Saved entries
--- START ---
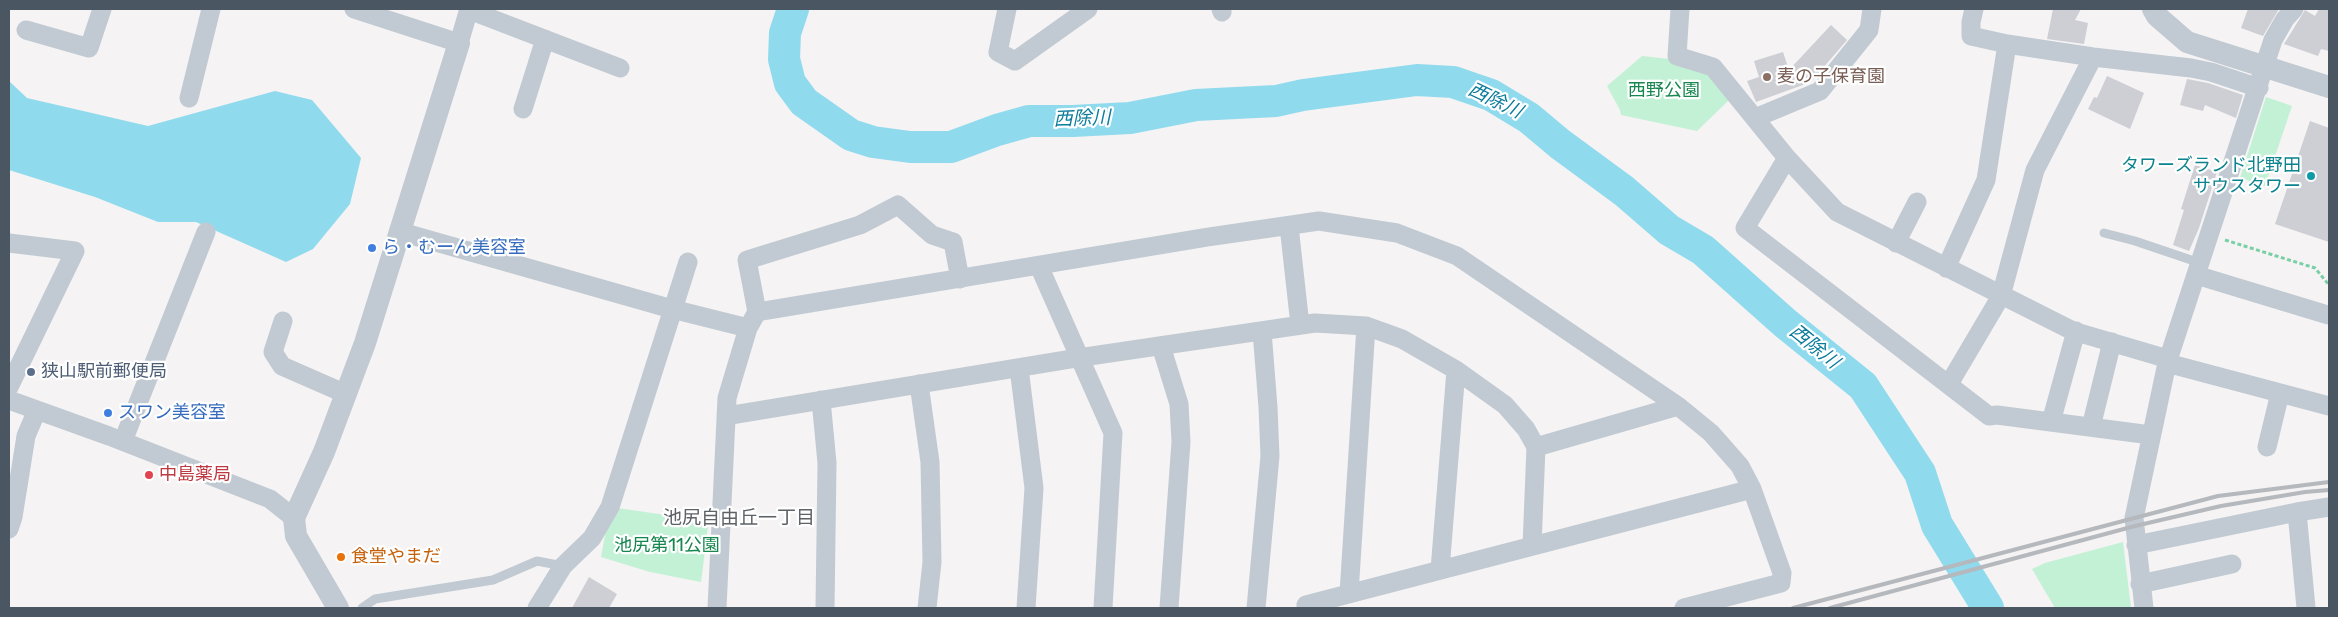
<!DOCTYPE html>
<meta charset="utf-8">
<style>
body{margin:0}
#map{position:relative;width:2338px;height:617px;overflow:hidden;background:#f5f3f3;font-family:Rubik,sans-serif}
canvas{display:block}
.frame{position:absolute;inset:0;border:10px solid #4a5661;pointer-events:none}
</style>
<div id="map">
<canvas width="2338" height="617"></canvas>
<div class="frame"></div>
</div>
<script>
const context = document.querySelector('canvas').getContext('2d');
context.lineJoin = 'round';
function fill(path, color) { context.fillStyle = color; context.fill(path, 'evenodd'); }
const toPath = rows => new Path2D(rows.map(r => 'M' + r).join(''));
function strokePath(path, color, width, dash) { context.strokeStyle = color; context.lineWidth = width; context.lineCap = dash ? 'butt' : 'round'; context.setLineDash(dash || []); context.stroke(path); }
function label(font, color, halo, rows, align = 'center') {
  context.font = font + ' Rubik,"Noto Sans JP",sans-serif'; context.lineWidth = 4.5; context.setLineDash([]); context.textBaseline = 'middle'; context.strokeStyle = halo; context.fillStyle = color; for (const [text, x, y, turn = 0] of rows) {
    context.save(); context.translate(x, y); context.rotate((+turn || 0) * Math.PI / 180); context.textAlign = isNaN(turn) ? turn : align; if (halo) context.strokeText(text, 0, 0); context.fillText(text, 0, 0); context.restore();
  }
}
fill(toPath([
 [1642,56,1670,59,1709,72,1730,99,1697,131,1621,115,1620,110,1607,86],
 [2266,97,2292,106,2265,186,2240,178],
 [610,507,673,516,708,527,701,582,650,572,601,557],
 [2123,542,2131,608,2055,608,2032,569,2045,563]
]), '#c3f1d5');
fill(toPath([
 [9,81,27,98,148,126,275,91,312,100,361,158,350,204,313,249,286,262,196,222,158,222,95,197,9,170]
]), '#90daee');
strokePath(toPath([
 [793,9,785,33,784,59,790,83,804,102,851,135,873,142,910,147,951,147,997,130,1029,121,1073,121,1130,118,1196,105,1276,101,1303,95,1417,80,1453,82,1491,95,1529,118,1560,144,1624,191,1669,230,1703,250,1785,323,1863,386,1920,473,1937,525,1988,608]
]), '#90daee', 32);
fill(toPath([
 [2053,9,2081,9,2075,20,2088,23,2084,44,2047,39],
 [2248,9,2279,9,2263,36,2241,28],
 [2319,9,2329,9,2329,51,2321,49,2318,56,2284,44,2305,10,2315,16],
 [1831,25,1847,40,1811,82,1756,102,1747,81,1759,77,1754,61,1783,52,1789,70],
 [2107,76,2144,93,2130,129,2088,109,2094,97,2097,98],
 [2187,79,2208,83,2243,95,2236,118,2205,105,2203,111,2180,105],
 [2310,121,2329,128,2329,242,2275,224],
 [2195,165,2217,172,2199,228,2189,251,2173,245,2184,210,2181,209],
 [589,577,617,594,609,608,572,608]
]), '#cdcfd5');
strokePath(toPath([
 [2225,240,2315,268,2329,285]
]), '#7ad0a6', 3, [4, 2.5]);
strokePath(toPath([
 [2104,233,2135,241,2200,263],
 [362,608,375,599,493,580,537,561,563,566]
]), '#c1cad2', 9);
strokePath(toPath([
 [354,9,459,43,469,9],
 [1007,9,998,52,1015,61,1088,9],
 [1221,9,1222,12],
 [1680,9,1677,56,1713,67,1787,158,1837,212,2073,331,2168,359],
 [1974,9,1971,22,1971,36,2007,44,2093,57,2191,68,2211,72,2259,88],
 [469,10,620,68],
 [26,30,89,48,102,9],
 [189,98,211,9],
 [523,109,545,39],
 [1755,118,1820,91,1869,30,1872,9],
 [1787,158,1745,228,1989,416,1997,415,2151,435],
 [1289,226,1300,325],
 [401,232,672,309,748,328],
 [9,243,75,251,9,387],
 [1896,243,1917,202],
 [1039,266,1113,433,1103,608],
 [1946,268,1986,180,2007,44],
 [2196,275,2328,315],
 [757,312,747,260,860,225,898,205,932,235,953,242,960,279],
 [283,321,273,352,282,366,346,394],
 [1161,346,1179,404,1181,442,1169,608],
 [2167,363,2329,406],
 [1019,368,1034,488,1026,608],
 [919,384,930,462,932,562,927,608],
 [1949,384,2001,296,2035,170,2093,57],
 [9,400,109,436,270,499,294,518],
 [821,400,827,463,825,608],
 [726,416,1077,358,1315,323,1366,326,1402,339,1456,370,1505,405,1526,429,1536,447,1532,546],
 [2051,422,2076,331],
 [2091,427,2112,342],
 [123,441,206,232],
 [1536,447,1678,406],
 [2267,447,2280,393],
 [9,529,13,517,26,436,37,410],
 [2136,545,2297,512],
 [1440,570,1456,370],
 [2140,584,2232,564],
 [1349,594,1366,326],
 [1306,605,1752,489],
 [537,608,563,566,592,538,610,507,688,262],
 [717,608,727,398,748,328,757,312,1208,237,1319,221,1397,233,1457,256,1678,406,1711,433,1740,466,1752,489,1782,573,1781,583,1684,608],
 [1256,608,1270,456,1268,407,1262,331],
 [2144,608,2134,518,2167,363,2273,40,2285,19,2294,9],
 [2306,608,2297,512,2329,507]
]), '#c1cad2', 19);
strokePath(toPath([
 [2153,9,2157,16,2187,42,2329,87],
 [338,608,296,536,294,518,324,452,365,343,459,43]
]), '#c1cad2', 22);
strokePath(toPath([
 [1793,608,2218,496,2329,482],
 [1830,608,2135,526,2221,506,2305,492,2329,490]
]), '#b5b8bd', 4);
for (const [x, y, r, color] of [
 [1767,77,5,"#8d6e63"],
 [2311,176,5,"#0f9aa8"],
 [372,248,5,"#3f7fe0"],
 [31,372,5,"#5c6f8a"],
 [108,413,5,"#3f7fe0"],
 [149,475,5,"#e0444e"],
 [341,557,5,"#e8710a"]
]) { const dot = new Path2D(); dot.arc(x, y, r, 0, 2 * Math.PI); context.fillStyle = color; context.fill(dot); strokePath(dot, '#fff', 2); }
label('18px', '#785e54', '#fff', [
 ["麦の子保育園",1777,77]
], 'left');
label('18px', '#17864f', '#fff', [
 ["西野公園",1664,91],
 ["池尻第11公園",667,546]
]);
label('18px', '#0d838f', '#fff', [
 ["タワーズランド北野田",2301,166],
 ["サウスタワー",2301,187]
], 'right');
label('18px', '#366cbe', '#fff', [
 ["ら・むーん美容室",382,248],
 ["スワン美容室",118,413]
], 'left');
label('18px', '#4e5e75', '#fff', [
 ["狭山駅前郵便局",41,372]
], 'left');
label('18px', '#be3a42', '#fff', [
 ["中島薬局",159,475]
], 'left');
label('18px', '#c56008', '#fff', [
 ["食堂やまだ",351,557]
], 'left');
label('italic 19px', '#0c7c9b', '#fff', [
 ["西除川",1495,101,26],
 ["西除川",1082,119,-2],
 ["西除川",1814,347,39]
]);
label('19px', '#5f6368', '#fff', [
 ["池尻自由丘一丁目",739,519]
]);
</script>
--- END ---
Requirement: Copy out, in full, each line above that has the word "canvas" in it.

Task response:
canvas{display:block}
<canvas width="2338" height="617"></canvas>
const context = document.querySelector('canvas').getContext('2d');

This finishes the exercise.